Речь старой Салли все текла и текла, а Лилиас погрузилась в глубокий, без сновидений, сон; тогда рассказчица потихоньку выскользнула из комнаты и вскоре сама забылась безмятежным сном в своей опрятной спаленке.

Глава XII

КОЕ-ЧТО НЕОБЫЧНОЕ О ДОМЕ С ЧЕРЕПИЧНОЙ КРЫШЕЙ, А ИМЕННО ИСТИННЫЙ РАССКАЗ О ПРИЗРАЧНОЙ РУКЕ

У меня нет сомнения в том, что старая Салли, будучи женщиной правдивой, сама верила каждому своему слову. При всем том повествование ее стоило не больше, чем любая другая небылица или «зимняя сказка», как говорили наши предки, — подобного рода истории обрастают новыми подробностями при каждом пересказе. И все же разговоры о том, что в доме нечисто, возникли не совсем на пустом месте. Не бывает дыма без огня, и тлеющим угольком истины являлась в данном случае подлинно существовавшая тайна, разгадку которой попытается, возможно, найти кто-нибудь из читателей, мне же, признаюсь, это не по силам.
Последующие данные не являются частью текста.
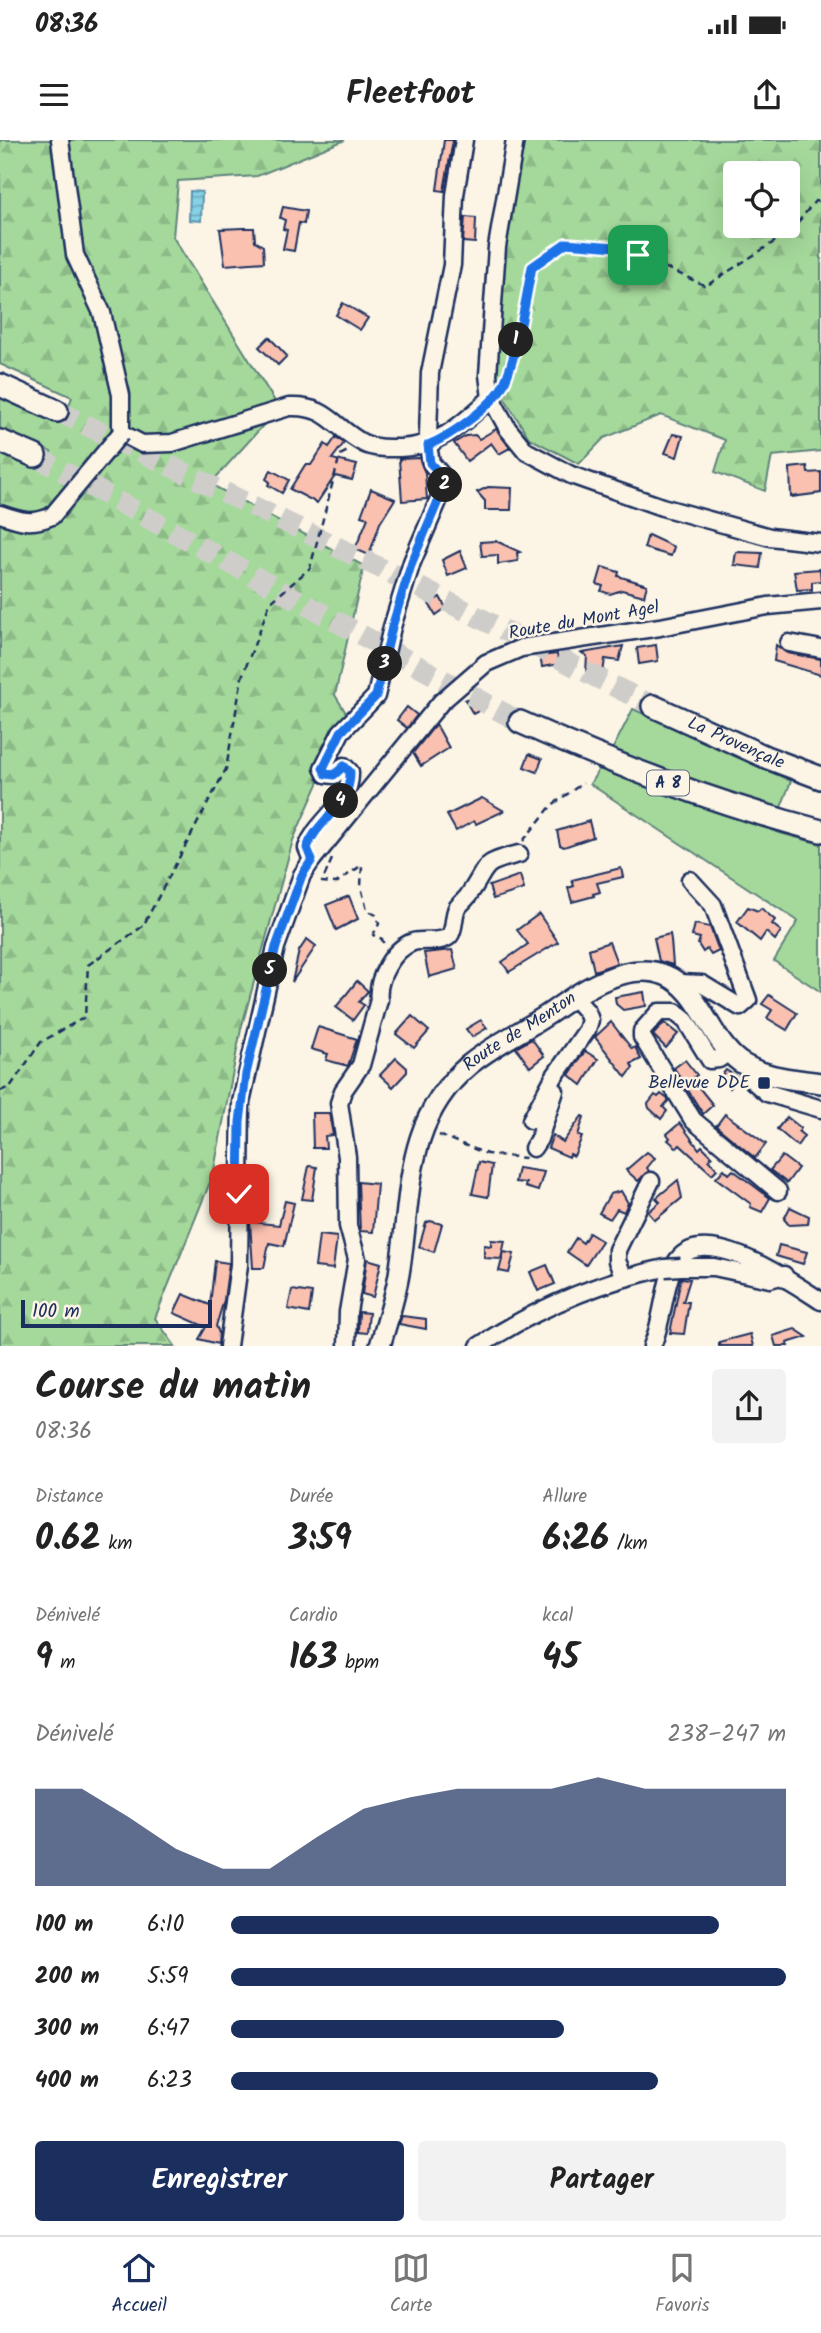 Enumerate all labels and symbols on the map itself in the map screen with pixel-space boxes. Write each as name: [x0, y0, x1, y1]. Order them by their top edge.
pin: [608, 225, 668, 285]
pin: 1: [498, 322, 534, 358]
pin: 2: [428, 468, 462, 502]
street label: Route du Mont Agel: [506, 593, 662, 649]
pin: 3: [368, 646, 402, 682]
street label: La Provençale: [683, 709, 789, 777]
road number: A 8: [647, 770, 689, 796]
pin: 4: [324, 784, 358, 818]
pin: 5: [252, 952, 288, 988]
street label: Route de Menton: [456, 984, 582, 1079]
place label: Bellevue DDE: [648, 1069, 750, 1098]
marker: Bellevue DDE: [756, 1075, 772, 1091]
pin: [209, 1164, 269, 1224]
scale bar: [21, 1297, 212, 1329] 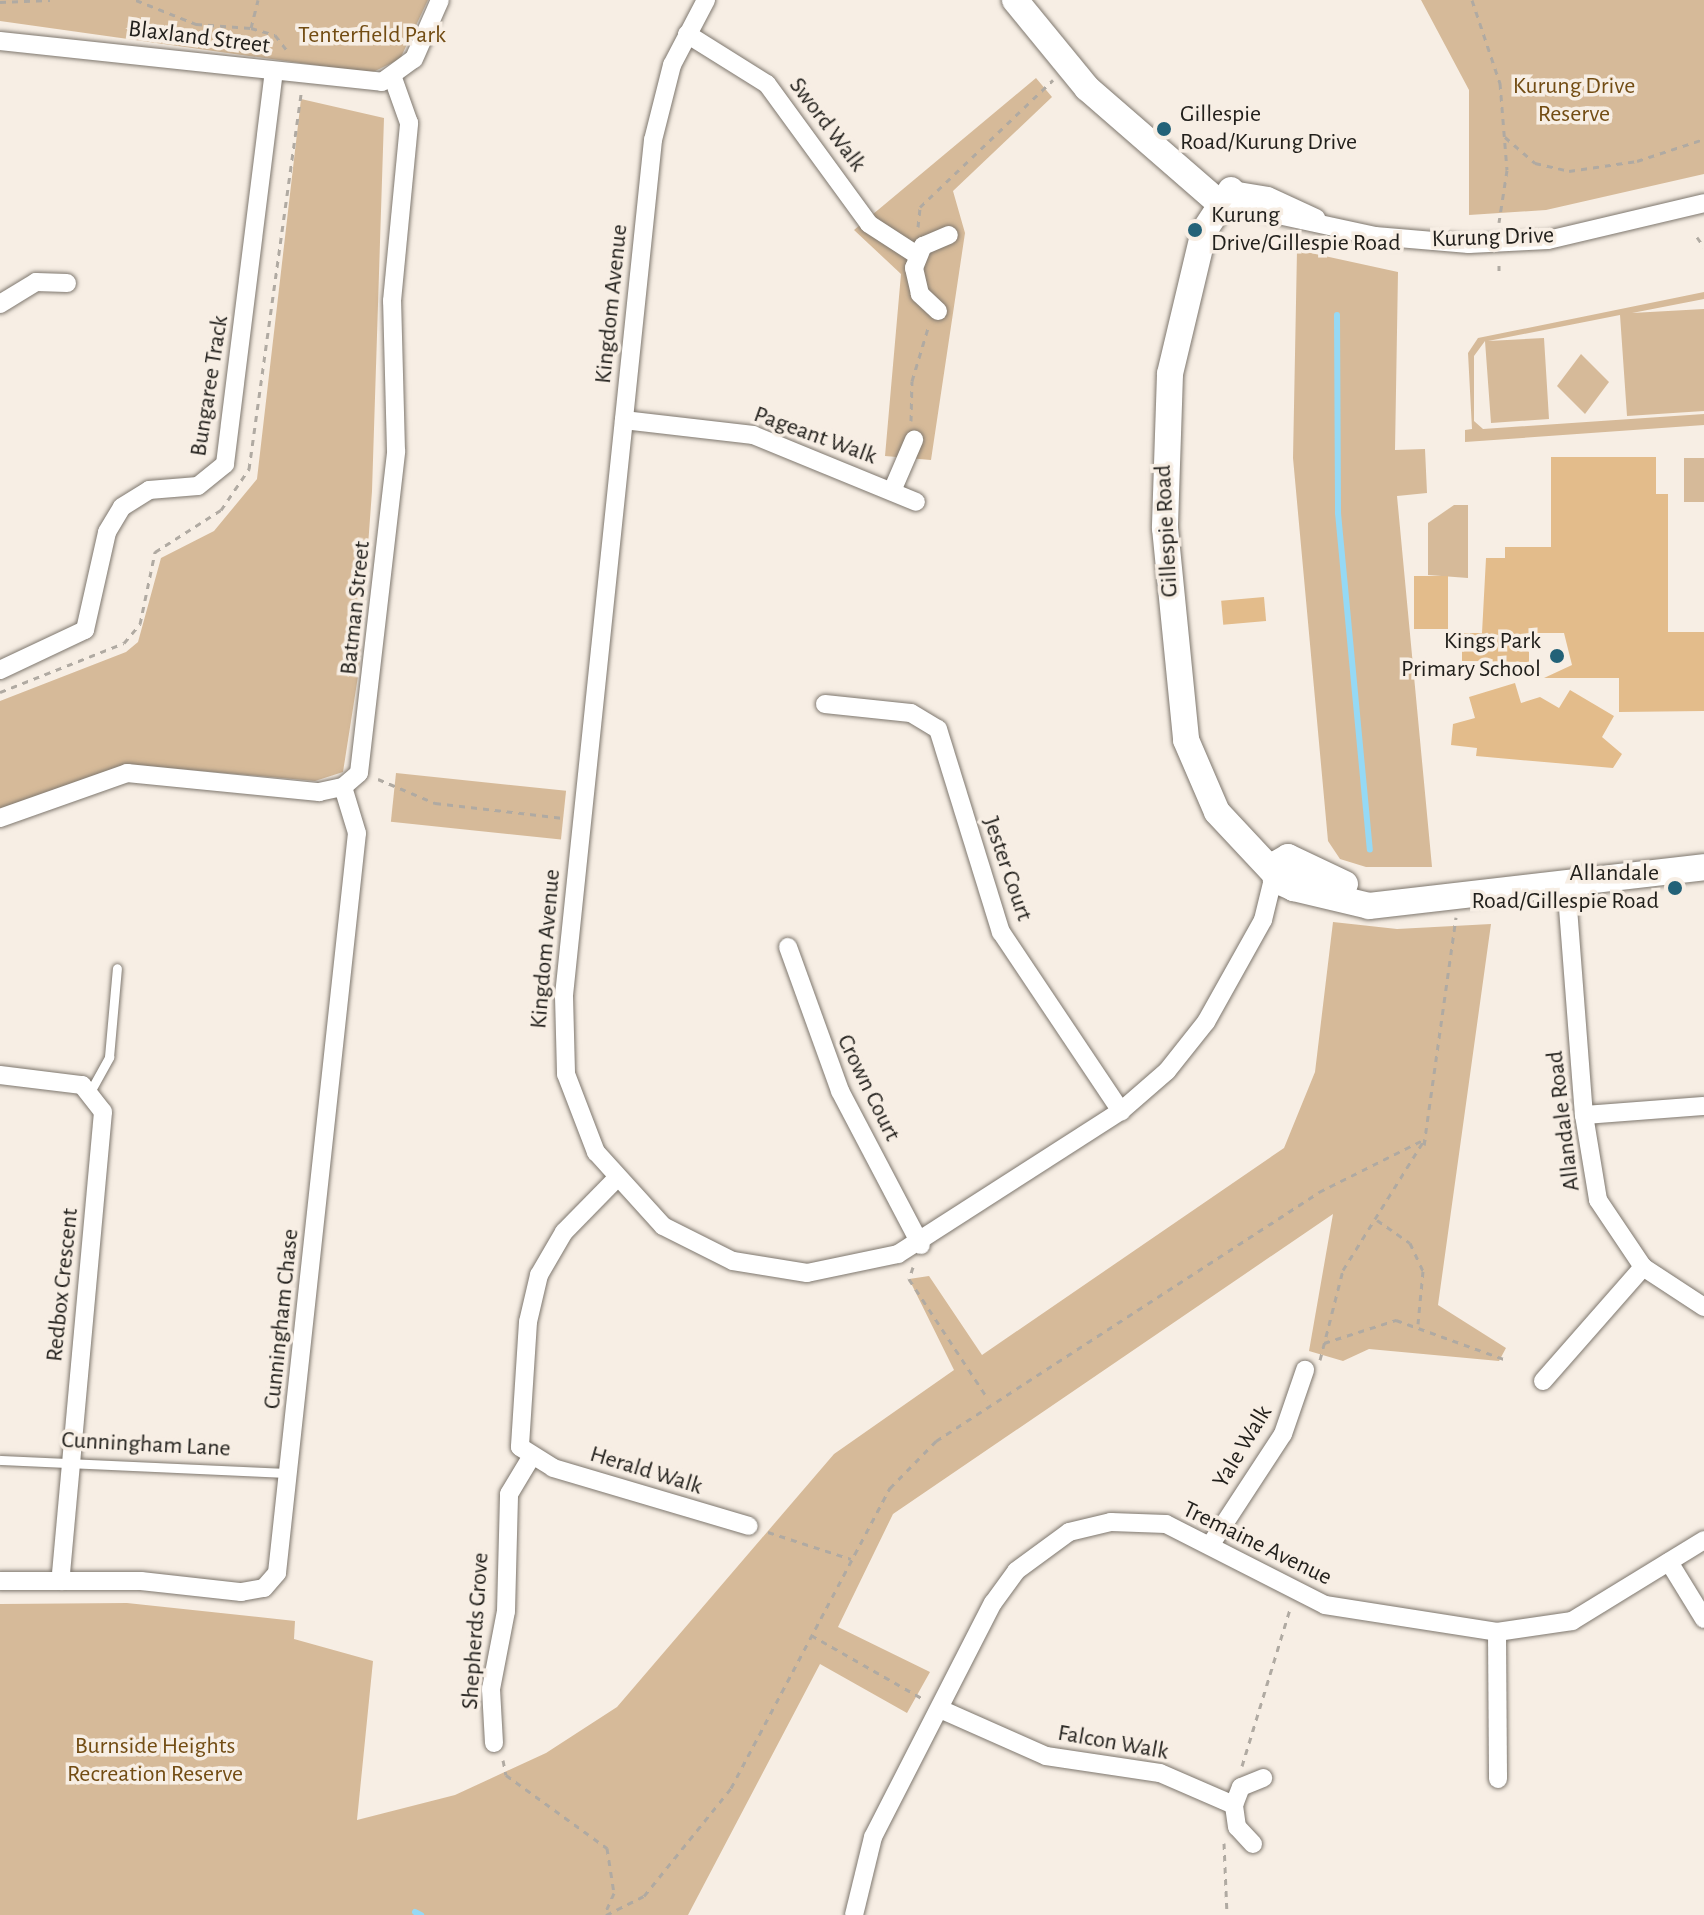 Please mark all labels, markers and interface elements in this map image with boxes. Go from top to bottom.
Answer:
street label: Blaxland Street [127,15,271,61]
park label: Tenterfield Park [298,22,446,50]
street label: Sword Walk [782,72,872,178]
park label: Kurung Drive Reserve [1513,73,1635,129]
place label: Gillespie Road/Kurung Drive [1180,101,1357,157]
marker: Gillespie Road/Kurung Drive [1155,120,1173,138]
place label: Kurung Drive/Gillespie Road [1211,202,1401,258]
marker: Kurung Drive/Gillespie Road [1186,221,1204,239]
street label: Kurung Drive [1431,221,1555,255]
street label: Kingdom Avenue [589,223,635,385]
street label: Bungaree Track [185,313,235,459]
street label: Pageant Walk [750,400,880,472]
street label: Gillespie Road [1149,464,1185,598]
street label: Batman Street [335,540,377,676]
place label: Kings Park Primary School [1401,628,1541,684]
marker: Kings Park Primary School [1548,647,1566,665]
street label: Jester Court [976,813,1038,925]
place label: Allandale Road/Gillespie Road [1472,860,1659,916]
street label: Kingdom Avenue [525,868,567,1030]
marker: Allandale Road/Gillespie Road [1666,879,1684,897]
street label: Crown Court [830,1030,906,1146]
street label: Allandale Road [1541,1049,1587,1193]
street label: Redbox Crescent [41,1207,85,1363]
street label: Cunningham Chase [258,1227,306,1411]
street label: Yale Walk [1207,1400,1279,1494]
street label: Cunningham Lane [61,1426,231,1464]
street label: Herald Walk [586,1440,706,1502]
street label: Tremaine Avenue [1178,1495,1336,1593]
street label: Shepherds Grove [456,1552,496,1710]
street label: Falcon Walk [1055,1719,1171,1767]
park label: Burnside Heights Recreation Reserve [67,1733,243,1789] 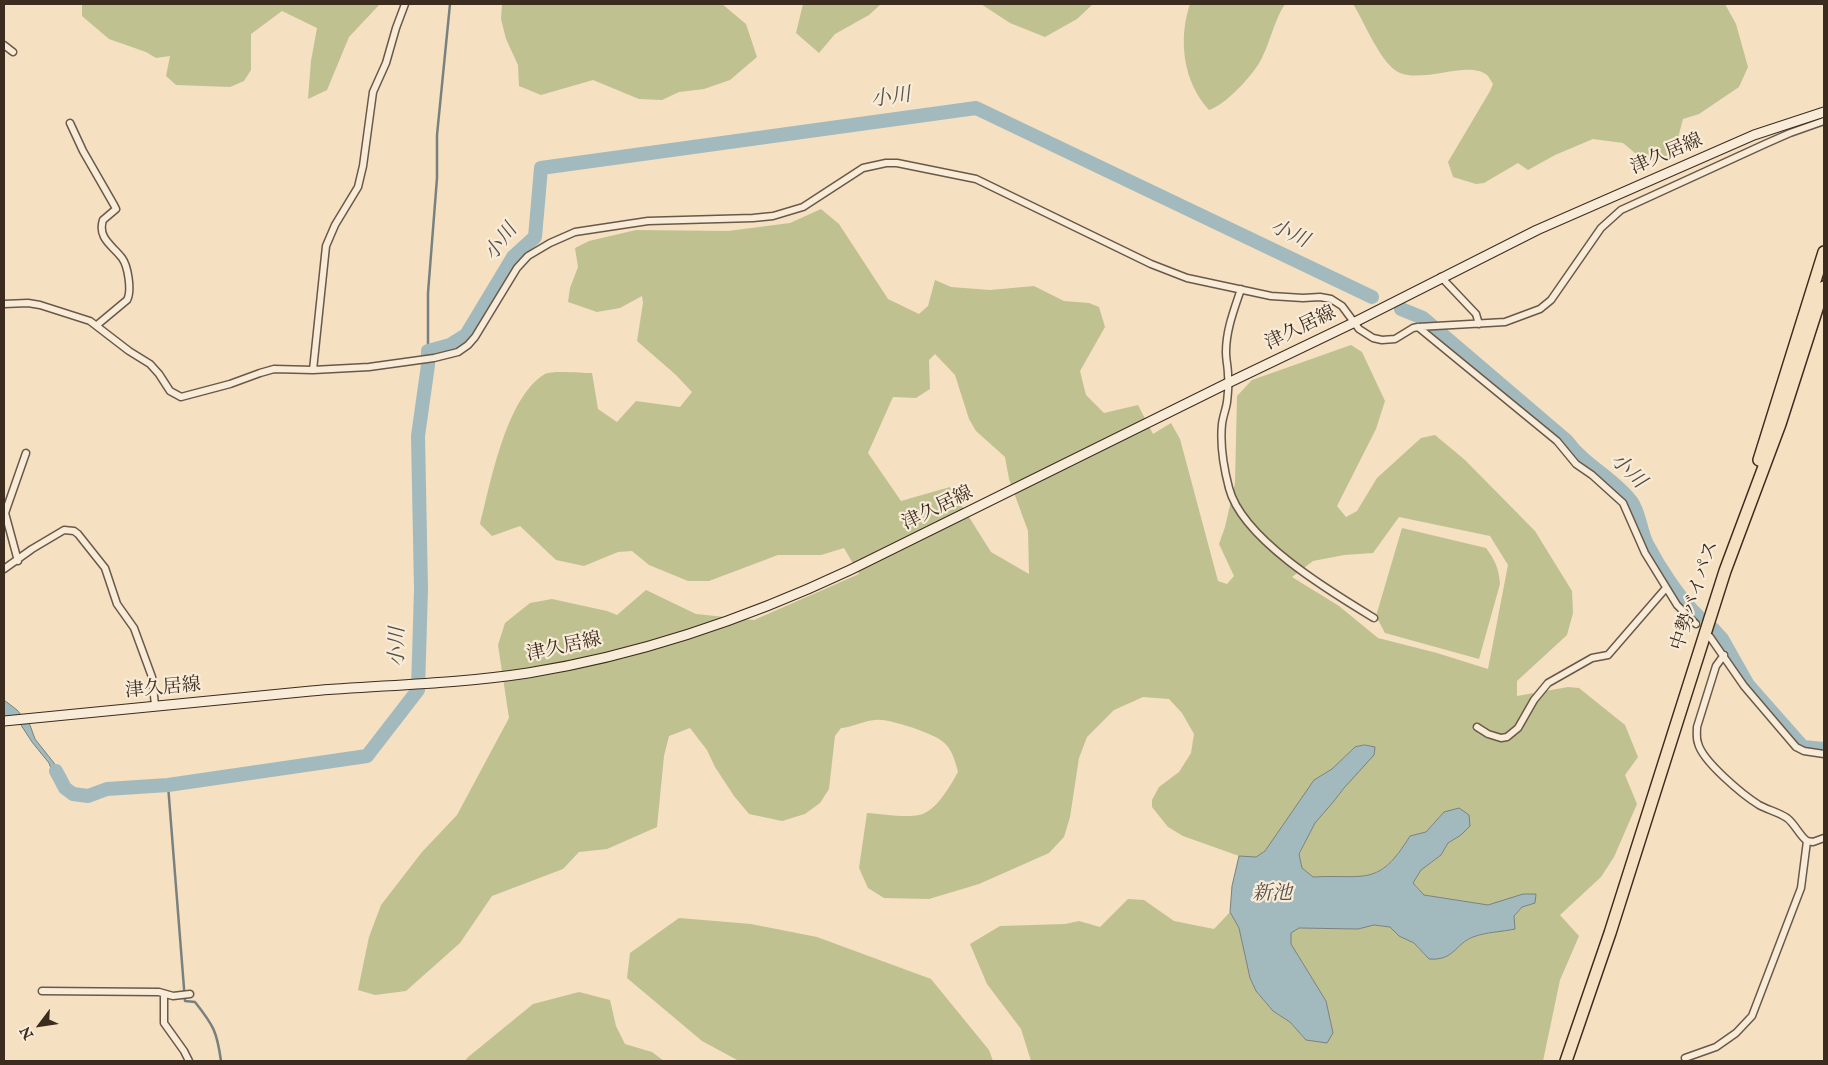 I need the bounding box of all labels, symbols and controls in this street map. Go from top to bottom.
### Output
water label: 小川 [870,84,912,114]
street label: 津久居線 [1628,130,1706,180]
water label: 小川 [1266,216,1312,254]
water label: 小川 [480,220,524,266]
street label: 津久居線 [1262,302,1340,356]
water label: 小川 [1604,449,1650,495]
street label: 津久居線 [899,482,977,536]
street label: 中勢バイパス [1668,538,1724,654]
water label: 小川 [387,627,411,667]
street label: 津久居線 [524,629,604,667]
street label: 津久居線 [124,674,202,704]
water label: 新池 [1252,883,1292,907]
north arrow [15,1000,65,1050]
text: N [16,1023,38,1043]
В письме, датированном поздней осенью 1753 года, мисс Ребекка Чэттесуорт пространно и любопытно описывает происшествия, случившиеся, как утверждали, в пресловутом доме. Для начала она называет эти толки глупыми, однако же ее переполненное подробностями письмо выдает особый к ним интерес.

Я настроен был поместить здесь это послание целиком, ибо оно весьма необычно, а равно и показательно, но издатель наложил на мое намерение вето, и, вероятно, не без оснований. Письмо достойной леди и в самом деле чересчур длинно, придется ограничиться немногими скудными выдержками.

В тот год, кажется 24 октября, разгорелся странный спор между мистером Харпером, олдерменом, Хай-стрит, Дублин, и милордом Каслмэллардом. Последний принял в свое управление крошечное поместье при Доме с Черепичной Крышей, поскольку приходился кузеном матери юного наследника.

Олдермен Харпер договорился о найме Дома с Черепичной Крышей для своей дочери, жены некоего Проссера. Он сменил в доме обстановку, повесил новые портьеры и внес прочие усовершенствования, потребовавшие значительных издержек. Мистер и миссис Проссер поселились там в июне, но вскоре миссис Проссер пришла к выводу, что оставаться в этом месте долее нет никакой возможности: слуг приходилось отпускать одного за другим; вслед за тем ее отец посетил лорда Каслмэлларда и объявил напрямик, что отказывается от аренды, так как, по непонятной для него причине, в доме неспокойно. Упомянув в своей речи слово «привидения» и сославшись на то, что дольше двух-трех недель в этом доме прислуга не выдерживает, и на неприятности, перенесенные семейством зятя, он счел себя вправе не только расторгнуть соглашение об аренде, но и дать совет: снести злополучное жилище, где обитают враждебные существа, чье могущество намного превосходит человеческое.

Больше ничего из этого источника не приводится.